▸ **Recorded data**
============================================================

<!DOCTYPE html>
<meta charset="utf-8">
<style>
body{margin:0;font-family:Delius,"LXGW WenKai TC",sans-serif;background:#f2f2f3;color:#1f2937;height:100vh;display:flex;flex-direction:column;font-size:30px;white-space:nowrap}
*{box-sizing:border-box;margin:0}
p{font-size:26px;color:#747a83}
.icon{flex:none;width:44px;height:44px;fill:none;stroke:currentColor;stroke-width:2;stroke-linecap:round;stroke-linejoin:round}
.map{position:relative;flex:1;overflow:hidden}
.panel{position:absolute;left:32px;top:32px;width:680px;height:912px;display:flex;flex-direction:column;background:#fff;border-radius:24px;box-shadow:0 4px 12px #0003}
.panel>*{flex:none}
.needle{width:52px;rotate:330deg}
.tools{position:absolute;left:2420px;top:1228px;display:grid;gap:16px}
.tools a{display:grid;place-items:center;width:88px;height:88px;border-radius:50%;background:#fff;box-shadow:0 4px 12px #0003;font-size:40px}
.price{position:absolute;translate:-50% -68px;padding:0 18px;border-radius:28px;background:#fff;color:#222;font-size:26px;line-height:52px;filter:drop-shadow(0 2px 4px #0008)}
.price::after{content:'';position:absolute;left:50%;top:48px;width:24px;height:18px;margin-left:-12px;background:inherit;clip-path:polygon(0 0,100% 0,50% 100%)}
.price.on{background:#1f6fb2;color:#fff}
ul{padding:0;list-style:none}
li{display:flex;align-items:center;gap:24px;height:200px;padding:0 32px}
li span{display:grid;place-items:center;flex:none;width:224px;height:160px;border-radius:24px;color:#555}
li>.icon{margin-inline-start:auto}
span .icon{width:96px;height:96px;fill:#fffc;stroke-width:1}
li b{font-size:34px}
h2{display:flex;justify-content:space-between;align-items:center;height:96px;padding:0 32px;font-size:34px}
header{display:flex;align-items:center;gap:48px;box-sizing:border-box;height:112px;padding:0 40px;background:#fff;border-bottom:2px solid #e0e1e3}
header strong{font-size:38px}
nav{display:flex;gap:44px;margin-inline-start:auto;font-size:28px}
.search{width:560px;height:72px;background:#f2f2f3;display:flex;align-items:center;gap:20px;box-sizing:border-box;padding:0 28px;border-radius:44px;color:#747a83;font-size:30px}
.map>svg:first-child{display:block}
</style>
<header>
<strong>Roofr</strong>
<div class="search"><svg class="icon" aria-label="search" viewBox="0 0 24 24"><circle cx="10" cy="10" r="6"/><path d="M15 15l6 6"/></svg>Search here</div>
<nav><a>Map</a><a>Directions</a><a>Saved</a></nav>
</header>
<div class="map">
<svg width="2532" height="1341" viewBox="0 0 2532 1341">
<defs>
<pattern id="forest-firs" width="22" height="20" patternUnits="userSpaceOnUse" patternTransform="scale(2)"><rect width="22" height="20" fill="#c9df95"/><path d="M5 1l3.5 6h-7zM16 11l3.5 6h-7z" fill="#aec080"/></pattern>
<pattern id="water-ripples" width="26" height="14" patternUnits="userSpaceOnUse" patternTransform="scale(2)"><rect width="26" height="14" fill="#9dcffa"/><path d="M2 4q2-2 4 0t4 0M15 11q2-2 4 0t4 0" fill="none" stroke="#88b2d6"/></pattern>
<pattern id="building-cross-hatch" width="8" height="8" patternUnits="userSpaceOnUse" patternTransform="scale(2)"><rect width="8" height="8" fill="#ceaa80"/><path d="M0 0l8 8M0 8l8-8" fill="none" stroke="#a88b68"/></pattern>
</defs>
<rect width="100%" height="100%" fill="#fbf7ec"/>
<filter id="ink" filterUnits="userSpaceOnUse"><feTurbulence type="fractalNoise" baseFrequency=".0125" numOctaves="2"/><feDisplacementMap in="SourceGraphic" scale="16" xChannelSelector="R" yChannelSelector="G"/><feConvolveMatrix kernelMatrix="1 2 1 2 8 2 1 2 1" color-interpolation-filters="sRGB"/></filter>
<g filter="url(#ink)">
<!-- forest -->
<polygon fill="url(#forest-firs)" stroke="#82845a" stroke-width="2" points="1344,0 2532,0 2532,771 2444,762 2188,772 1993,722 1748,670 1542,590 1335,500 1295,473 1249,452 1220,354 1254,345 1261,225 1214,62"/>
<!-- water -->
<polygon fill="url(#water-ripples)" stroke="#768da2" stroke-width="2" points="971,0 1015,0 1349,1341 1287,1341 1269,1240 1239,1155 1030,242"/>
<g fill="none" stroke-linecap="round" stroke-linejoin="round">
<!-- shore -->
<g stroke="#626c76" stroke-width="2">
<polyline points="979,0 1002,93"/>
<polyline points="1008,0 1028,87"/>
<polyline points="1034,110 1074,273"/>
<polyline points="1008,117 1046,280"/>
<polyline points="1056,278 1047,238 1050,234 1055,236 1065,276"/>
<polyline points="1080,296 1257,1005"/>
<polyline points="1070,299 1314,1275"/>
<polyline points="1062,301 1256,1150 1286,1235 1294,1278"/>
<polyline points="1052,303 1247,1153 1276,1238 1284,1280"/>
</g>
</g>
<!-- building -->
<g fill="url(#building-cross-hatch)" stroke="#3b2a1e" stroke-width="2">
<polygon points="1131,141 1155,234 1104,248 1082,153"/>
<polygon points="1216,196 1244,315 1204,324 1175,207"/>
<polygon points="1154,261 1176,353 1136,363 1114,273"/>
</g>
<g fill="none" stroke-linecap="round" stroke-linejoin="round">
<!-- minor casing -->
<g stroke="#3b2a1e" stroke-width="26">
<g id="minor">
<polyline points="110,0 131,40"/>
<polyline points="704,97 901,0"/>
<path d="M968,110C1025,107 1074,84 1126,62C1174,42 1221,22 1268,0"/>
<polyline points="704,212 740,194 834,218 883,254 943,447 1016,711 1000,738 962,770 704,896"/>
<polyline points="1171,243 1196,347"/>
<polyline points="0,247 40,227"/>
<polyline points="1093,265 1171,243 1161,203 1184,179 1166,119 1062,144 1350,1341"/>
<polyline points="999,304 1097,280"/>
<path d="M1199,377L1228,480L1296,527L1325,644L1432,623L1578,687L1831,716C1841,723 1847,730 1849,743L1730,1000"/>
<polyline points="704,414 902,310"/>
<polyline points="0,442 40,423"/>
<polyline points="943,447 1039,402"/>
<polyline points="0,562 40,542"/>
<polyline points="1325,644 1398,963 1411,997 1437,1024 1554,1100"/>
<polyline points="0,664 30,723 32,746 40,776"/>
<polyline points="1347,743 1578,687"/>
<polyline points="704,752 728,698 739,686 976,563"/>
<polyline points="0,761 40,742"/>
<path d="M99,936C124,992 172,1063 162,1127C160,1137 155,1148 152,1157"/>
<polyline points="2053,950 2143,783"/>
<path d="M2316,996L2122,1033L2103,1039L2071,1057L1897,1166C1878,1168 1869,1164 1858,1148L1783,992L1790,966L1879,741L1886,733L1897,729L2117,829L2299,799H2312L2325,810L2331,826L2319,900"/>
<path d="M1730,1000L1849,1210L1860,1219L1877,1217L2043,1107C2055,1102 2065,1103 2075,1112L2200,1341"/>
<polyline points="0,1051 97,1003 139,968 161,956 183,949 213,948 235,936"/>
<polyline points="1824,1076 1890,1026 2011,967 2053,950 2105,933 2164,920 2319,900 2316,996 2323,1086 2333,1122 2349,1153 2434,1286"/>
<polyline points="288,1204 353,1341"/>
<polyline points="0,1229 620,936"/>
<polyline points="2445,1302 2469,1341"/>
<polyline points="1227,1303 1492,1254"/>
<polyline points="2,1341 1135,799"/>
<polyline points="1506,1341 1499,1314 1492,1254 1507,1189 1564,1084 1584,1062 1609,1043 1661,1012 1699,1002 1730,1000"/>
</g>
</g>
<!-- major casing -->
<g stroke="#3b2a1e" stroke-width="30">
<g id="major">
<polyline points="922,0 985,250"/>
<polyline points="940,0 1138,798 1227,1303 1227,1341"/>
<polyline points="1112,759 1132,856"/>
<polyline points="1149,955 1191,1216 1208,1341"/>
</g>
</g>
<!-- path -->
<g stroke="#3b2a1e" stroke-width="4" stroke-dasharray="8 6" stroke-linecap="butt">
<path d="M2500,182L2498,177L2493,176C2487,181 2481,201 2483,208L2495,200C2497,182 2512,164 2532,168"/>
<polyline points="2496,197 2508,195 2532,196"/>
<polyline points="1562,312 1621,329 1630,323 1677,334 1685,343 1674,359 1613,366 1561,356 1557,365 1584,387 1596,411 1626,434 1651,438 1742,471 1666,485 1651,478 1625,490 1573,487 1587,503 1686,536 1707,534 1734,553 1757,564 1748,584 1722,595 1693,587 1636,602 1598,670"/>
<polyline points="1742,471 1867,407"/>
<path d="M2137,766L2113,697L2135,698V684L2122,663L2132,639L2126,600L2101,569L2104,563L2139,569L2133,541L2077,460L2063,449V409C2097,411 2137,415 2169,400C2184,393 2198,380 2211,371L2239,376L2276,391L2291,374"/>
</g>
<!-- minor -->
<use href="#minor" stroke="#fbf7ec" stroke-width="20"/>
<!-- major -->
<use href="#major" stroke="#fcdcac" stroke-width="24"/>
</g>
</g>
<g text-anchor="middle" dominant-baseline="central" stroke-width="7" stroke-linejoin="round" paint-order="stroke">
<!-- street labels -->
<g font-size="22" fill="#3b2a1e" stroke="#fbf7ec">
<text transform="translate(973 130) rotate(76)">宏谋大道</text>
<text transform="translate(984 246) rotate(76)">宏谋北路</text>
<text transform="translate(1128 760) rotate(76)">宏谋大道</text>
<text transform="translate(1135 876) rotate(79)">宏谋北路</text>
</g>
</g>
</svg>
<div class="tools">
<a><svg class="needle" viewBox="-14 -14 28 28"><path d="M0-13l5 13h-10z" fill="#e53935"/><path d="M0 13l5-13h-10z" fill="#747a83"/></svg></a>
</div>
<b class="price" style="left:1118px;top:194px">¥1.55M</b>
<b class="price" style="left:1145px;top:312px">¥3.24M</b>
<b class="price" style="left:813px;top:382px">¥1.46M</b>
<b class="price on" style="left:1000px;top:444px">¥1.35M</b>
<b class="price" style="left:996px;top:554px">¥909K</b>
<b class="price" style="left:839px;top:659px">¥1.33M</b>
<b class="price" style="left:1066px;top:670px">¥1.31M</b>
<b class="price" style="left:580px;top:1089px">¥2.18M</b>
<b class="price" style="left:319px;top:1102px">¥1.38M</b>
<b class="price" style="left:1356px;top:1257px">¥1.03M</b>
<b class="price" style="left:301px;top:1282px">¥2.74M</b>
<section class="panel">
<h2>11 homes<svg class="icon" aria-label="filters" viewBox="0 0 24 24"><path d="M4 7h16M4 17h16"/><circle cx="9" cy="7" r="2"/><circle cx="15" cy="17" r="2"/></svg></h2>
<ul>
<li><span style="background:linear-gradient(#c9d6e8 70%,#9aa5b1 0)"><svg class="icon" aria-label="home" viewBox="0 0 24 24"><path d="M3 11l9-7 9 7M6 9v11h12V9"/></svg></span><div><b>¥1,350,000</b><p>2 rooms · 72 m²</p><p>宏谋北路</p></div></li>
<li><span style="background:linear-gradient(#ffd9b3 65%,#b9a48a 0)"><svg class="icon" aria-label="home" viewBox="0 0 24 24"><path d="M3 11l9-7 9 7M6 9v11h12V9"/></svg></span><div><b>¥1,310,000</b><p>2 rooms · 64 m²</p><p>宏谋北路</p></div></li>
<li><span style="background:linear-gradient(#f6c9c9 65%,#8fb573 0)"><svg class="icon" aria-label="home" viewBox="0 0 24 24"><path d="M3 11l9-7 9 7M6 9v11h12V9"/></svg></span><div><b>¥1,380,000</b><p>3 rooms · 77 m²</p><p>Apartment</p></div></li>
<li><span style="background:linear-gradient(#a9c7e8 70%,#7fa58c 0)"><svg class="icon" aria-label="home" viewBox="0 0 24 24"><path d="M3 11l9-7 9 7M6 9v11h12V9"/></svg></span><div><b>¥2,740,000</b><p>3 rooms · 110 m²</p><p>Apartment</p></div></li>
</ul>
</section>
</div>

============================================================

▸ **PROBLEM DETAILS**
Which lines above contain the word "tools"? Copy each of them.

▸ **YOUR SOLUTION**
.tools{position:absolute;left:2420px;top:1228px;display:grid;gap:16px}
.tools a{display:grid;place-items:center;width:88px;height:88px;border-radius:50%;background:#fff;box-shadow:0 4px 12px #0003;font-size:40px}
<div class="tools">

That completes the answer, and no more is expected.